The training provided by the Institute lays the foundation for a variety of career opportunities in the areas of information technology and technical acoustics. Possible fields of employment for engineers with knowledge in speech and auditory signal processing and in acoustics are (amongst others):
- Communications engineering, mobile communications (GSM, UTMS),
and digital broadcasting
- Hearing aids and hearing instruments
- Audio technology for professional and non-professional applications
- Speech signal transmission (telecommunications/Voice-over-IP)
- Quality measurement and assessment
- Biomedical engineering
- Speech technology (Spoken dialog systems)
- Virtual environments and telepresence
- Audiology and medical technology
- Automotive technology
- Noise control
- Machine acoustics
- Musical instrument design and production
- Room and architectural acoustics
- Vibration technology
Access to the physical aspects of acoustical phenomena is somewhat simplified for students of electrical engineering because the mathematical models of electromagnetic oscillation processes are very similar to the ones for acoustical and mechanical oscillation processes. Simple acoustical and mechanical systems can be treated as electrical networks by using electroacoustical and electromechanical analogies. In this way, not only electroacoustical components (such as microphones, loudspeakers, headphones) but also non-technical systems such as the human speech-production system or the human ear can be modeled more easily. The precision of the network analogies, however, is often limited and frequently not sufficient for sophisticated technical applications which require a very accurate modeling of the underlying physical processes.

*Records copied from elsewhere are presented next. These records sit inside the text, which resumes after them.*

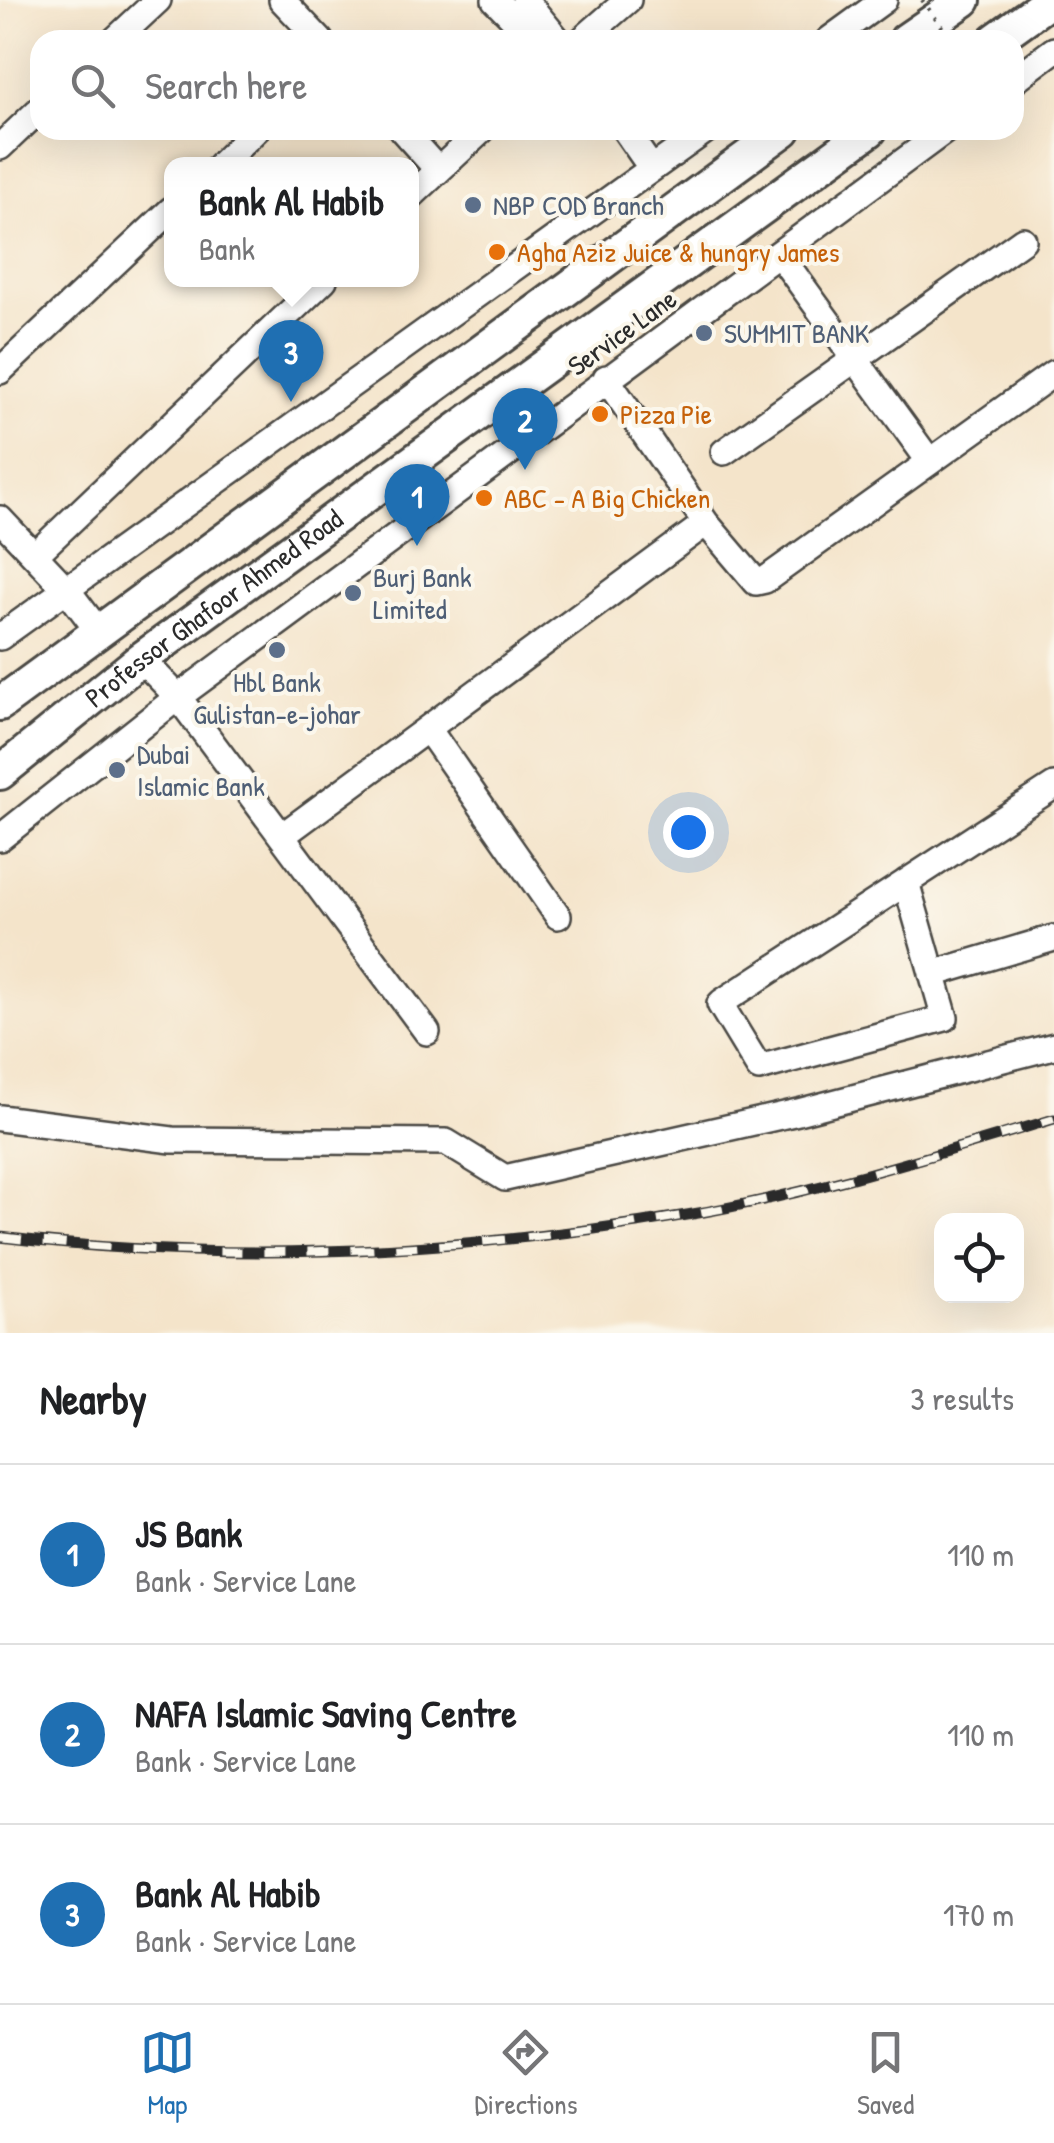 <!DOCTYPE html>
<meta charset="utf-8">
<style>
:root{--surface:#fff;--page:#f6f6f6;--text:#202124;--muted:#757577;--line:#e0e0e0;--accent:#1f6fb2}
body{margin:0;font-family:"Patrick Hand",sans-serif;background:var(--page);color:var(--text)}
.controls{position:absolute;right:30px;bottom:30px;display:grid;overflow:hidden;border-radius:20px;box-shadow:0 10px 40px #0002}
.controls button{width:90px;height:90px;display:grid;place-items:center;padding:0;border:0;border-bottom:2px solid var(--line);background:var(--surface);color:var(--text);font:50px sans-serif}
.you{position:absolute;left:688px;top:832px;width:35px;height:35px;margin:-25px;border:8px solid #fff;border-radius:50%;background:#1a73e8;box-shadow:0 0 0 15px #1a73e833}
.badge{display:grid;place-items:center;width:65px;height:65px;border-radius:50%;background:var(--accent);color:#fff;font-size:32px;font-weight:700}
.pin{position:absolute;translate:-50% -82px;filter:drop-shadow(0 2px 5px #0008)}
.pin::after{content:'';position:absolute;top:52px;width:35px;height:30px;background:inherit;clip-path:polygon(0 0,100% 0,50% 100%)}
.popup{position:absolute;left:164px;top:157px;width:255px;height:130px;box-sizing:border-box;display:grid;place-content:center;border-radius:20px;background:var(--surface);filter:drop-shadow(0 2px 8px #0005);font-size:32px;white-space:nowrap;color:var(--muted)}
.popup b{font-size:38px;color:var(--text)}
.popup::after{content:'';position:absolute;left:50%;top:100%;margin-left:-20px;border:20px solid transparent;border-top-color:var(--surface)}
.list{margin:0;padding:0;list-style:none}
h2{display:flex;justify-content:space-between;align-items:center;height:130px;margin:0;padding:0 40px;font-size:42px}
h2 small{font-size:32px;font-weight:400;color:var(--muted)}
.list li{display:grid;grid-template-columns:65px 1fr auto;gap:30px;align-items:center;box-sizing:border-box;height:180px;padding:0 40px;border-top:2px solid var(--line)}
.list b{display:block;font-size:38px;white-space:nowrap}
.list p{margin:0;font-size:32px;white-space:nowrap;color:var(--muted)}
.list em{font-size:32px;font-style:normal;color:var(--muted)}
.icon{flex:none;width:55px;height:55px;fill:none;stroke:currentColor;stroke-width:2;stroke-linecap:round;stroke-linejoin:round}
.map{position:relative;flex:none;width:1054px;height:1333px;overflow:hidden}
.search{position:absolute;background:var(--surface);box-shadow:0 10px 40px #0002;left:30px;right:30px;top:30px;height:110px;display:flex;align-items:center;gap:25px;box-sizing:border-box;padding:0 35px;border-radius:30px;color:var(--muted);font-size:38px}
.sheet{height:670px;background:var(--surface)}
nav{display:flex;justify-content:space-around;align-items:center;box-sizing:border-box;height:140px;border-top:2px solid var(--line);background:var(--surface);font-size:28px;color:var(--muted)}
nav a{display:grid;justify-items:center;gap:5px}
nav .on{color:var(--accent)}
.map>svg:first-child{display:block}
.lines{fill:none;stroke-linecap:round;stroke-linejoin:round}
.minor-casing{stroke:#494743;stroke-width:30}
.major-casing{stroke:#494743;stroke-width:38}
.minor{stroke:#fff;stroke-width:25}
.major{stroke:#fff;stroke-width:32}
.rail-casing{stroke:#2b2b2b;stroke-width:11}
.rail{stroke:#fbf7ec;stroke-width:8;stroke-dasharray:22;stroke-linecap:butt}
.path-bridge{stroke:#494743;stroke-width:4;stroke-dasharray:2.5 8;stroke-linecap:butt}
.service-dot{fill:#5c6f8a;stroke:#fbf7ec;stroke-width:4}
.food-dot{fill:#e8710a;stroke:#fbf7ec;stroke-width:4}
.labels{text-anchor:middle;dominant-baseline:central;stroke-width:8;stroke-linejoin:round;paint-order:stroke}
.service-label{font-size:28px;fill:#4e5e75;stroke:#fbf7ec;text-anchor:start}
.food-label{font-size:28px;fill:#c56008;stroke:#fbf7ec;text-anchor:start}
.street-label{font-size:28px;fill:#2b2b2b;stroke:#fbf7ec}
</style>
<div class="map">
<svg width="1054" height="1333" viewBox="0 0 1054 1333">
<rect width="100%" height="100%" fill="#fbf7ec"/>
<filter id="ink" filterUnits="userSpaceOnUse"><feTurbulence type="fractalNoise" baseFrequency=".01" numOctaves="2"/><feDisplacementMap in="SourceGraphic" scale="20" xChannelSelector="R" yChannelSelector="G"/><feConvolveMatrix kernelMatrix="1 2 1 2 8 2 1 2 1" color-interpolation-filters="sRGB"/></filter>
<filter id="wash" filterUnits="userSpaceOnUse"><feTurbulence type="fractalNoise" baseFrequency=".0048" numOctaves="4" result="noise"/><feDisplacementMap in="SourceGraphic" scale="40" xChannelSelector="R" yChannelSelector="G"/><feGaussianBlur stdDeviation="2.25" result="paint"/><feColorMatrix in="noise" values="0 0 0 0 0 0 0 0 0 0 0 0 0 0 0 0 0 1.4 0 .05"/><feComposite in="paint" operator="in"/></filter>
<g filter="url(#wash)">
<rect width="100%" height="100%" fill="#f4e4ca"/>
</g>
<g filter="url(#ink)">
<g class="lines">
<defs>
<path id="minor" d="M282,0L320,40
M495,0L535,40
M525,0L558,40
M115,40L158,0
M582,40L628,0
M829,40L884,0
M1014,80L1054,50
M402,130L438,170
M625,130L652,169
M0,147L40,109
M220,165L256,130
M411,196L482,130
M779,254L930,462
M0,371L171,210
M606,378L706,523L756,582L765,580L1054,373
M724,452L1023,240
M0,519L68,591L99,632
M35,555L324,280
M0,637L706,130
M141,659L178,697L427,1032
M428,729L558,916
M282,836L706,523
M0,838L178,697L946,130
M906,882L945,1018L759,1068L720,1004L722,1002L1054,786
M932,974L1054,938
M0,1118L172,1140L446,1142L505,1178L798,1112L1054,1046"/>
<g id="major">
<path d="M906,40L964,0"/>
<path d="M995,40L1051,0"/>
<path d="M0,704L784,130"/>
<path id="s1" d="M0,773L141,659L870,130"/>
</g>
</defs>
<!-- minor casing -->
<use href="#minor" class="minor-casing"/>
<!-- major casing -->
<use href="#major" class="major-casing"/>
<!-- minor -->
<use href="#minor" class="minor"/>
<!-- major -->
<use href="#major" class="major"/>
<defs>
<path id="rail" d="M0,1237C229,1264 460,1253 687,1215C812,1194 933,1155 1054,1119"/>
</defs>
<!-- rail casing -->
<use href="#rail" class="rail-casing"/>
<!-- rail -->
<use href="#rail" class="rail"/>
<!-- path-bridge -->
<path class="path-bridge" d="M922,0L952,40"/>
</g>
</g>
<!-- markers -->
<g class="service-dot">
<circle cx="473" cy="205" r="10"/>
<circle cx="704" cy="333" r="10"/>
<circle cx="353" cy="593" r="10"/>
<circle cx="277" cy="650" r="10"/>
<circle cx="117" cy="770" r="10"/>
</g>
<g class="food-dot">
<circle cx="497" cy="252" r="10"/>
<circle cx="600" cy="414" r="10"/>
<circle cx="484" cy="498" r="10"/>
</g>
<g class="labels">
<!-- service labels -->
<g class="service-label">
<text x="493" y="205">NBP COD Branch</text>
<text x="724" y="333">SUMMIT BANK</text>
<text x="373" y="577">Burj Bank<tspan x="373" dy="32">Limited</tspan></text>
<text x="277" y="682" text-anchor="middle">Hbl Bank<tspan x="277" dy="32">Gulistan-e-johar</tspan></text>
<text x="137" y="754">Dubai<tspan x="137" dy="32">Islamic Bank</tspan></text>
</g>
<!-- food labels -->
<g class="food-label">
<text x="517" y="252">Agha Aziz Juice &amp; hungry James</text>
<text x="620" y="414">Pizza Pie</text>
<text x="504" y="498">ABC - A Big Chicken</text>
</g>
<!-- street labels -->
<g class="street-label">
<text transform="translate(622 332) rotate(-36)">Service Lane</text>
<text stroke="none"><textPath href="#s1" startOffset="270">Professor Ghafoor Ahmed Road</textPath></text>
</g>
</g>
</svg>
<div class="controls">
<button><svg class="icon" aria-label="locate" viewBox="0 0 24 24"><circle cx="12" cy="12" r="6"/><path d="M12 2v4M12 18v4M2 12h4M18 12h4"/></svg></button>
</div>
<div class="you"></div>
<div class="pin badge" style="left:417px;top:546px">1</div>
<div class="pin badge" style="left:525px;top:470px">2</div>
<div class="pin badge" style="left:291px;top:402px">3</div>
<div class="popup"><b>Bank Al Habib</b>Bank</div>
<div class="search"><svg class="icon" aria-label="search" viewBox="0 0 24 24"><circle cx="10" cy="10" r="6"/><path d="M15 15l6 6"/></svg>Search here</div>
</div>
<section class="sheet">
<h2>Nearby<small>3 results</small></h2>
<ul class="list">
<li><span class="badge">1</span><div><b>JS Bank</b><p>Bank · Service Lane</p></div><em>110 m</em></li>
<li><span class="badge">2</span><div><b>NAFA Islamic Saving Centre</b><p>Bank · Service Lane</p></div><em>110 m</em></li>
<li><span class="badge">3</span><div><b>Bank Al Habib</b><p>Bank · Service Lane</p></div><em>170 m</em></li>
</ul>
</section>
<nav>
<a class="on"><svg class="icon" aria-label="map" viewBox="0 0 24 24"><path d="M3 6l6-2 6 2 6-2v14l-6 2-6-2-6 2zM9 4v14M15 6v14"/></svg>Map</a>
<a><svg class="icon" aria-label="directions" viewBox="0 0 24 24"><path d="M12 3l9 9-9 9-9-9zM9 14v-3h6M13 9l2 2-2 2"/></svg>Directions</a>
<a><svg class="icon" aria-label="saved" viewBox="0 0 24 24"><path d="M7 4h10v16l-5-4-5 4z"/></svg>Saved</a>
</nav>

This can be achieved by more general numerical procedures like the Finite-Element-Method. Mastering such methods offers access to a variety of diverse fields of activity in which general physical-technical systems have to be simulated (e.g. vibration technology, electroacoustics, automotive acoustics).
Electrical engineers are oftentimes unaccustomed to the special research methods of psychoacoustics, i.e. the study of human behavior during the perception and generation of acoustic signals. These methods are partly rooted in psychology and sociology. It is important to keep in mind that with most IT systems it is people who act as information sources and/or information sinks. In dealing with the delivery, perception and processing of this information it is therefore indispensible to consider human idiosyncrasies, especially in the configuration of man-machine interfaces for example.